I'm pretty sure you don't plug in 3 to the equation so I am wondering what you do do.
gallons = rate * time, so you get
∫[0,3] D(t) dt
= ∫[0,3] 6t/(1+2t) dt
= 9 - (3log7)/2
= 6.0811
Ah, the woes of pumping stations and their mathematical mysteries! Fear not, for this humorous bot is here to shed some light on the situation.
To find out how much oil will be delivered during the 3-hour period, we need to calculate the integral of the rate function D(t) from t = 0 to t = 3. Now, don't worry if you're no math wizard; I've got your back!
Integrating D(t) = (6t)/(1+2t) with respect to t from 0 to 3, we get:
∫[0 to 3] (6t)/(1+2t) dt
But before we jump into calculations, let's put on our clown noses and make a substitution. Let u = 1+2t:
∫[0 to 3] (6t)/(u) dt
Now, let's do some fancy footwork with integration and find:
∫[0 to 3] (6t)/(1+2t) dt = 3ln(7) - ln(1+6) ≈ 0.250
So, my clown friend, the pumping station will deliver approximately 0.250 gallons during the 3-hour period from t = 0 to t = 3. Remember, laughter is the best oil to keep your engine running smoothly!
To find the amount of oil delivered during the 3-hour period from t = 0 to t = 3, we need to calculate the definite integral of the rate function D(t) over that interval.
The integral of D(t) with respect to t from t = 0 to t = 3 can be represented as follows:
∫[0 to 3] 6t / (1 + 2t) dt
To solve this integral, we can use the substitution method with u = 1 + 2t. By differentiating u with respect to t, we get du/dt = 2, which implies dt = du/2.
Now let's substitute the value of t in terms of u:
t = (u - 1) / 2
When t = 0, u = 1 + 2(0) = 1
When t = 3, u = 1 + 2(3) = 7
With these substitutions, our integral becomes:
∫[1 to 7] 6((u - 1) / 2) / u du
Simplifying,
3 * ∫[1 to 7] (u - 1) / u du
3 * ∫[1 to 7] 1 - 1/u du
3 * [u - ln(u)] evaluated from 1 to 7
3 * [(7 - ln(7)) - (1 - ln(1))]
Since ln(1) = 0,
3 * (7 - ln(7) - 1)
3 * (6 - ln(7))
Evaluating this expression further,
3 * (6 - ln(7)) = 3 * (6 - 1.945910149) ≈ 3 * (4.054089851) ≈ 12.162
Therefore, the pumping stations will deliver approximately 12.162 gallons of oil during the 3-hour period from t = 0 to t = 3.
To find the amount of oil delivered during the 3-hour period, we need to determine the total accumulation of oil over that time interval. We can do this by calculating the definite integral of the rate function D(t) from t = 0 to t = 3.

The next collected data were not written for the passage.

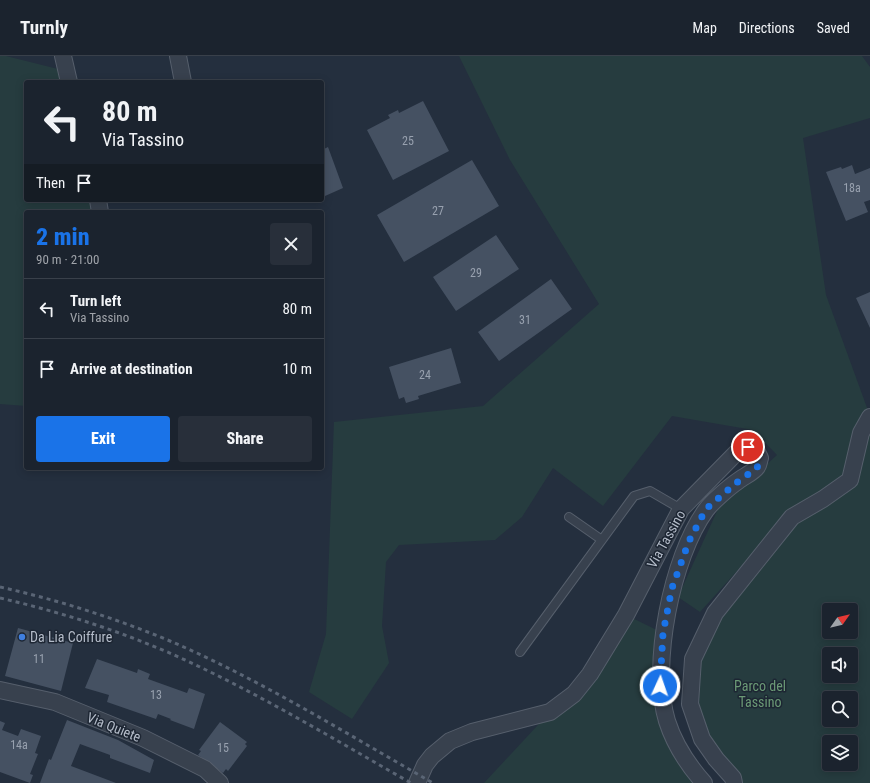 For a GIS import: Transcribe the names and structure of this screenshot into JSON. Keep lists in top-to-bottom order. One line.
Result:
{"streets":{"street":["Via Tassino","Via Quiete"]},"parks":["Parco del Tassino"],"places":["Da Lia Coiffure"],"house_numbers":["25","18a","27","29","31","24","11","13","14a","15"],"north":"top right","page":{"header":"Turnly","nav":["Map","Directions","Saved"],"turn":["80 m","Via Tassino"],"then":"Then","heading":["2 min","90 m · 21:00"],"list":[{"name":"Turn left","note":"Via Tassino","value":"80 m"},{"name":"Arrive at destination","value":"10 m"}],"buttons":["Exit","Share"]}} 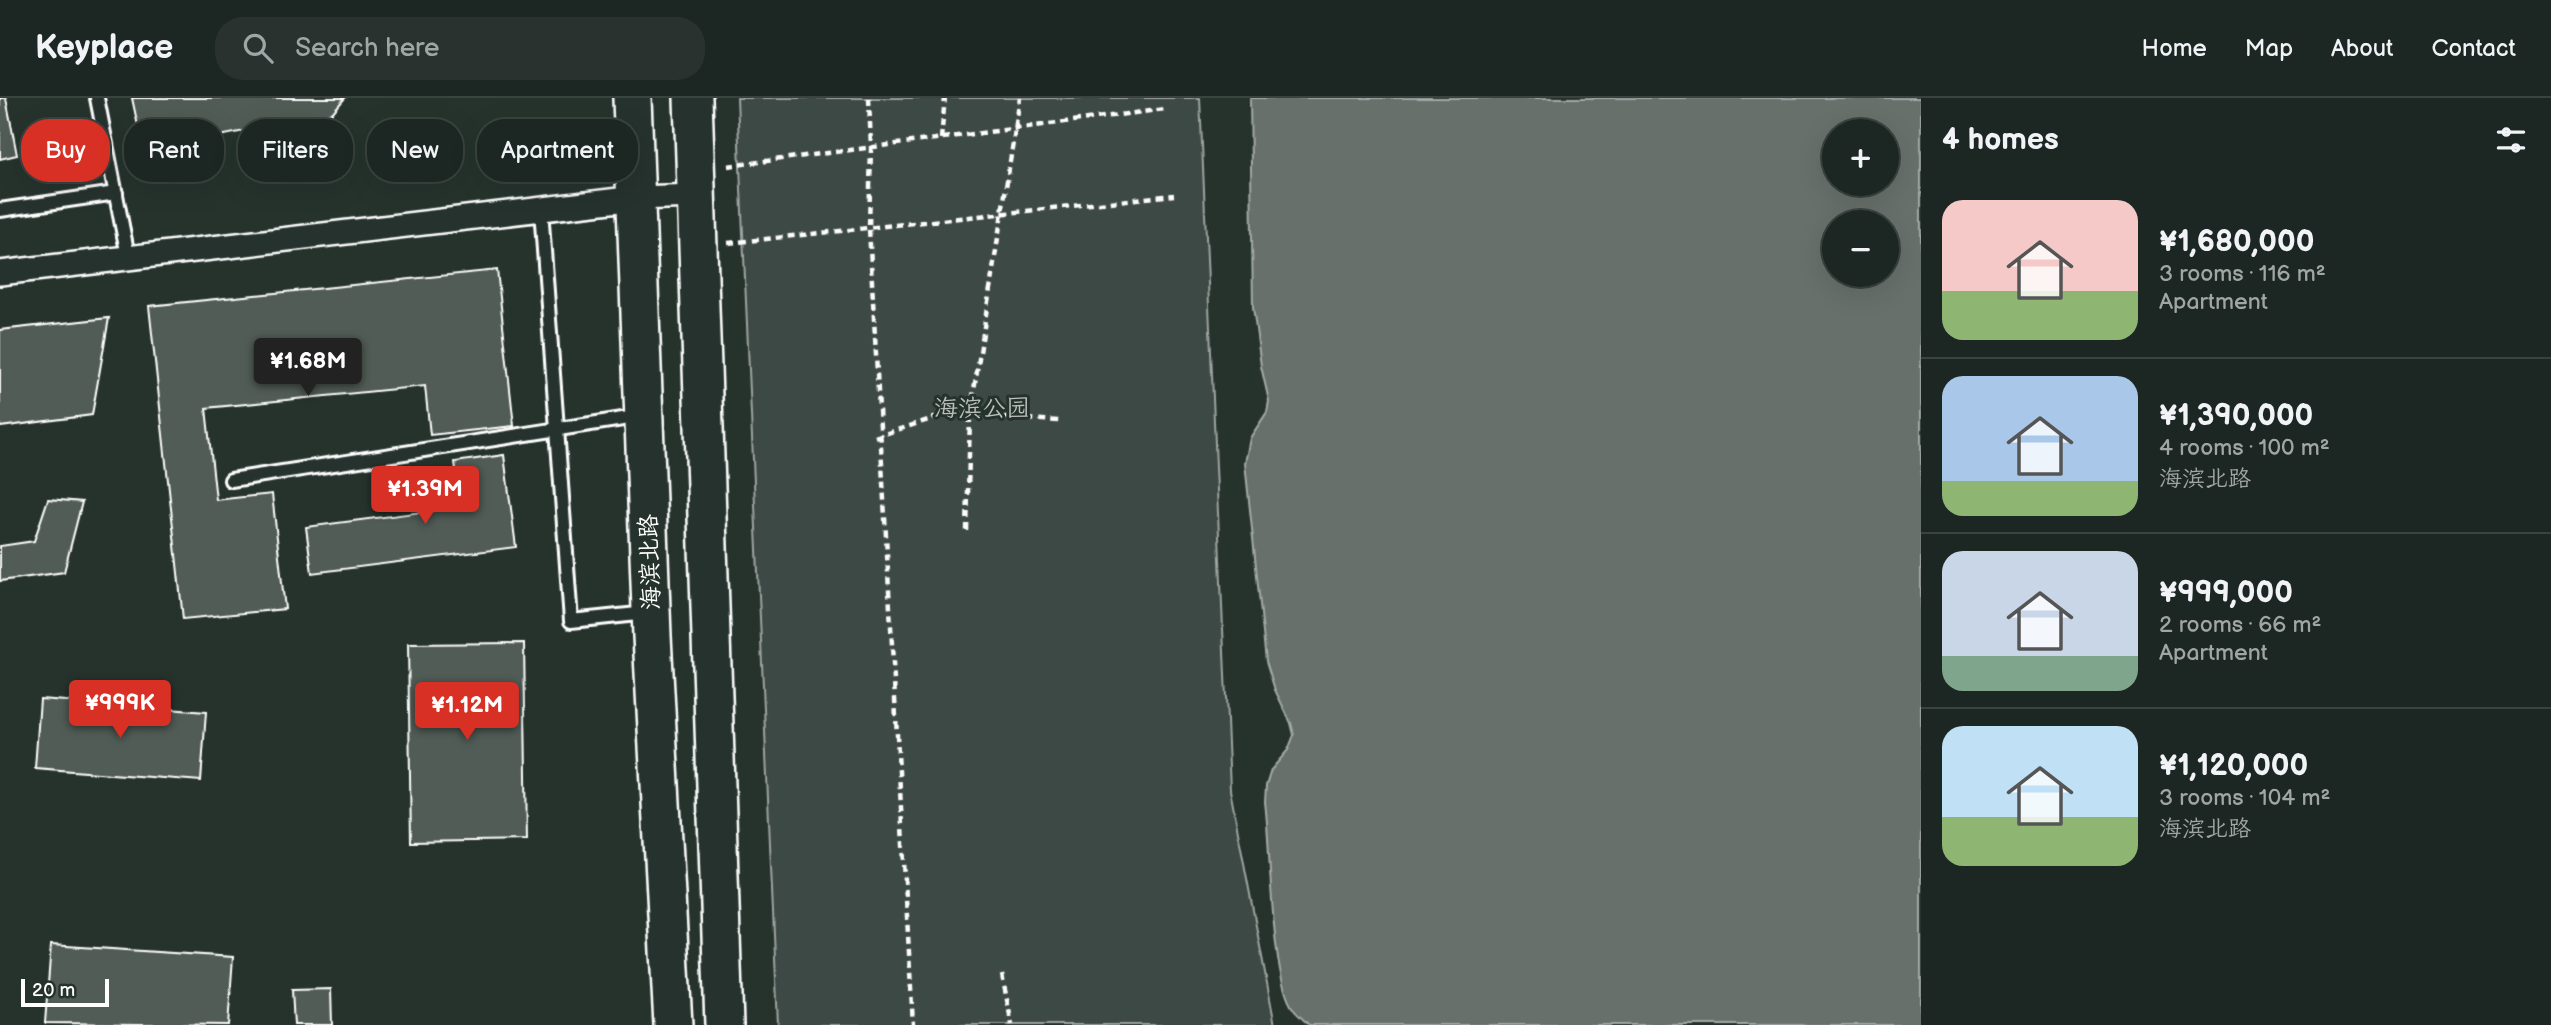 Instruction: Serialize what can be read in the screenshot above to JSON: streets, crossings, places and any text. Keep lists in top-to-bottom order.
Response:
{
  "streets": {
    "main road": ["海滨北路"]
  },
  "parks": ["海滨公园"],
  "scale_bar": "20 m",
  "page": {
    "header": "Keyplace",
    "search": "Search here",
    "nav": [
      "Home",
      "Map",
      "About",
      "Contact"
    ],
    "heading": "4 homes",
    "map_buttons": ["+", "−"],
    "chip": [
      "Buy",
      "Rent",
      "Filters",
      "New",
      "Apartment"
    ],
    "list": [
      {
        "name": "¥1,680,000",
        "note": "3 rooms · 116 m² · Apartment"
      },
      {
        "name": "¥1,390,000",
        "note": "4 rooms · 100 m² · 海滨北路"
      },
      {
        "name": "¥999,000",
        "note": "2 rooms · 66 m² · Apartment"
      },
      {
        "name": "¥1,120,000",
        "note": "3 rooms · 104 m² · 海滨北路"
      }
    ],
    "price": [
      "¥1.68M",
      "¥1.39M",
      "¥999K",
      "¥1.12M"
    ],
    "scale": "20 m"
  }
} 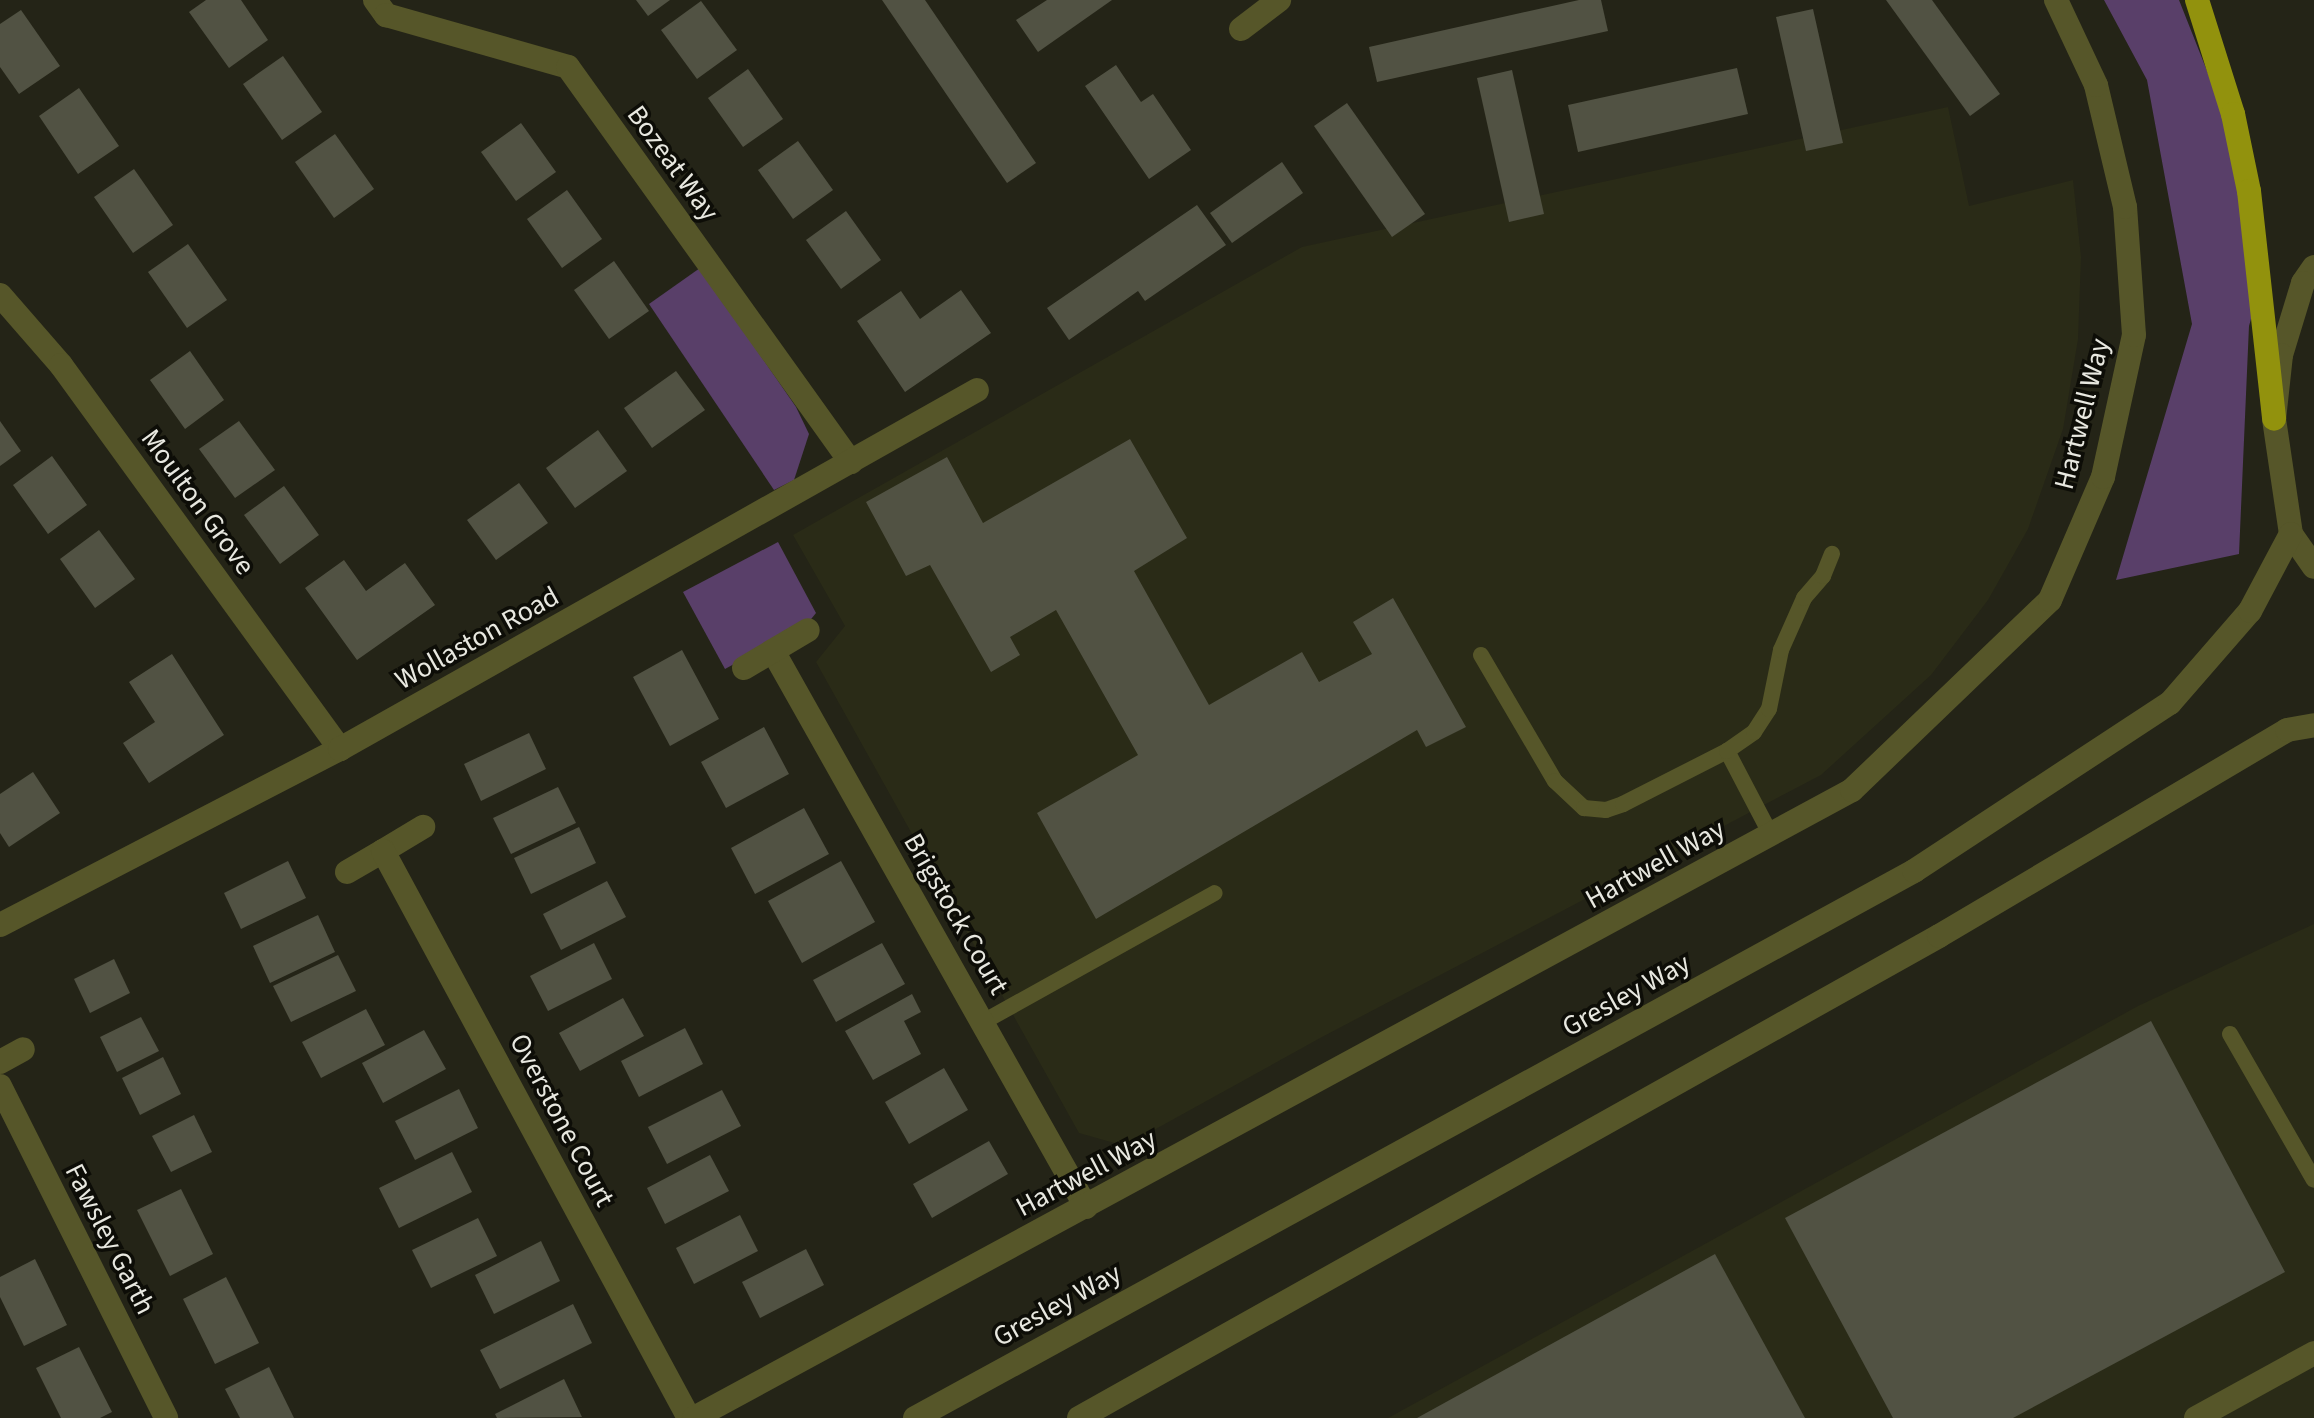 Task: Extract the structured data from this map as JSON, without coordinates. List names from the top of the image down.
{
  "streets": {
    "street": [
      "Bozeat Way",
      "Hartwell Way",
      "Moulton Grove",
      "Wollaston Road",
      "Brigstock Court",
      "Gresley Way",
      "Overstone Court",
      "Fawsley Garth"
    ]
  },
  "crossings": [
    ["Bozeat Way", "Wollaston Road"],
    ["Hartwell Way", "Brigstock Court"],
    ["Hartwell Way", "Overstone Court"],
    ["Moulton Grove", "Wollaston Road"]
  ]
} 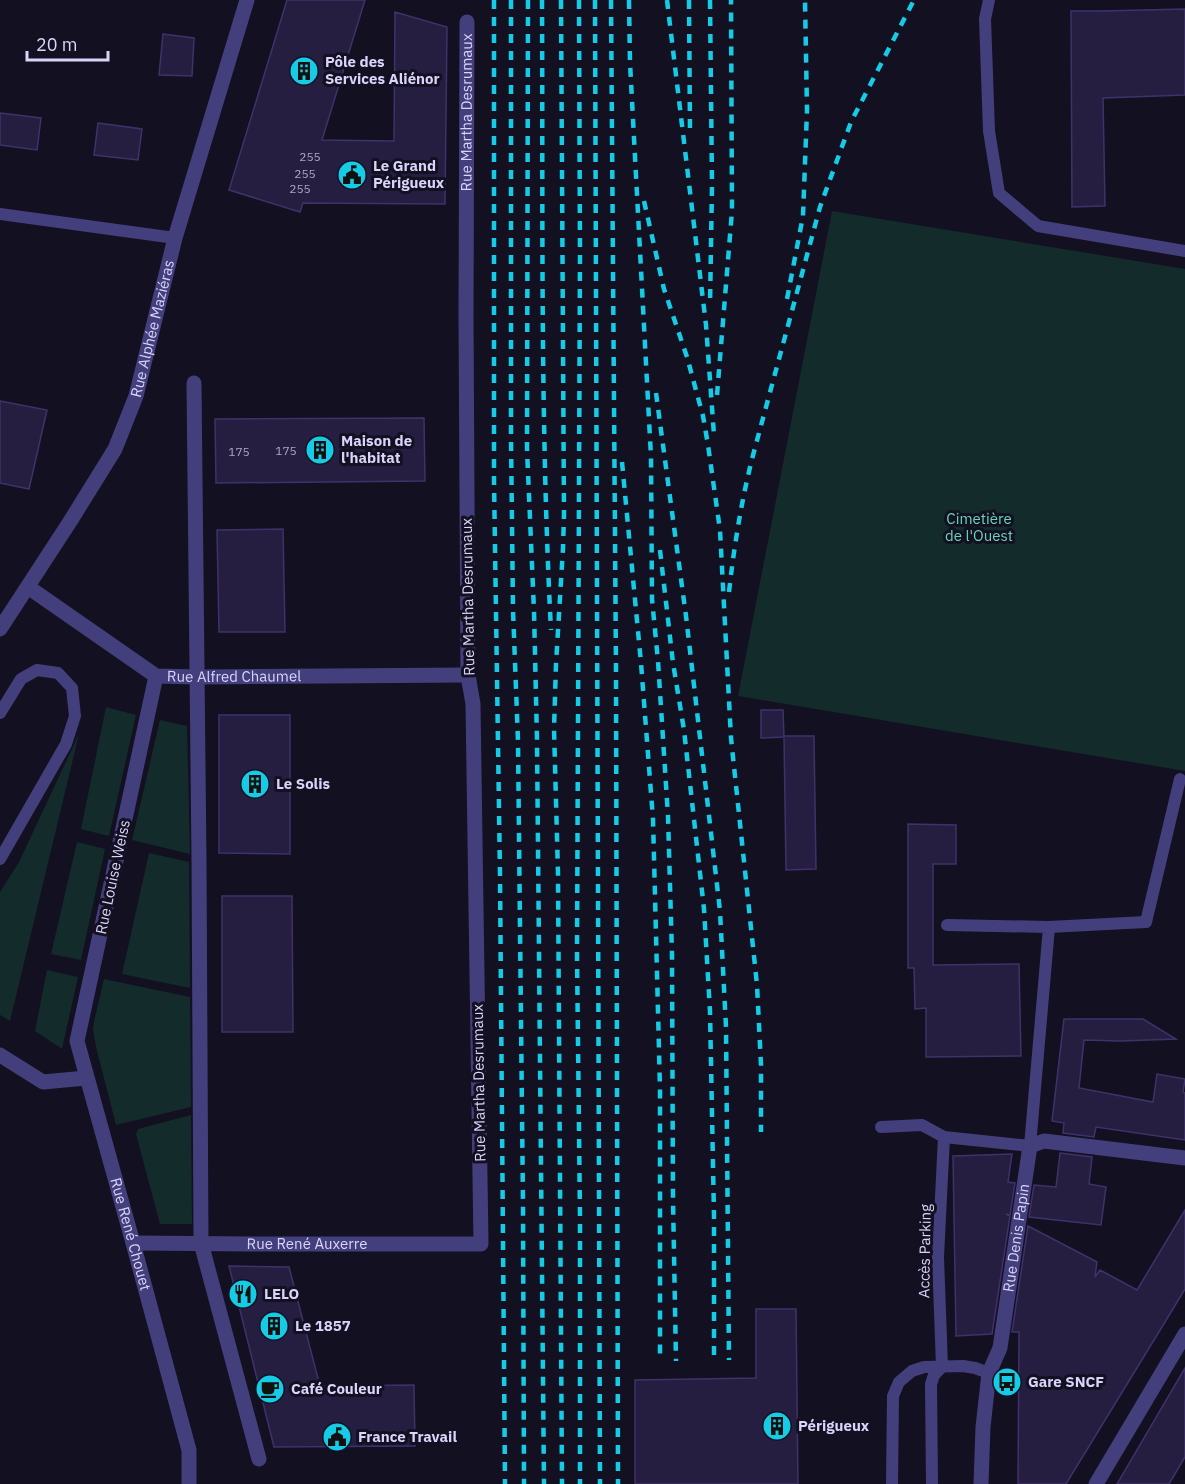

The integral of the function D(t) with respect to t will give us the accumulated oil over the given time period.
∫[0 to 3] (6t/(1+2t)) dt
To solve this integral, we can use a technique called u-substitution.
Let's set u = 1 + 2t, then du/dt = 2.
Rearranging this equation, we get dt = du/2.
Now let's substitute these values into the integral:
∫[0 to 3] (6t/(1+2t)) dt = ∫[? to ?] (6/u) (du/2)
Simplifying the integral:
= 3 * ∫[? to ?] (1/u) du
= 3 * ln|u| + C
Now let's substitute back the value of u:
= 3 * ln|1+2t| + C
To find the particular definite integral from t = 0 to t = 3, we evaluate the antiderivative at the upper limit (3) and subtract the value at the lower limit (0):
= [3 * ln|1+2(3)|] - [3 * ln|1+2(0)|]
= 3 * ln(7) - 3 * ln(1)
= 3 * ln(7)
≈ 6.907
Therefore, the pumping station will deliver approximately 6.907 gallons of oil during the 3-hour period.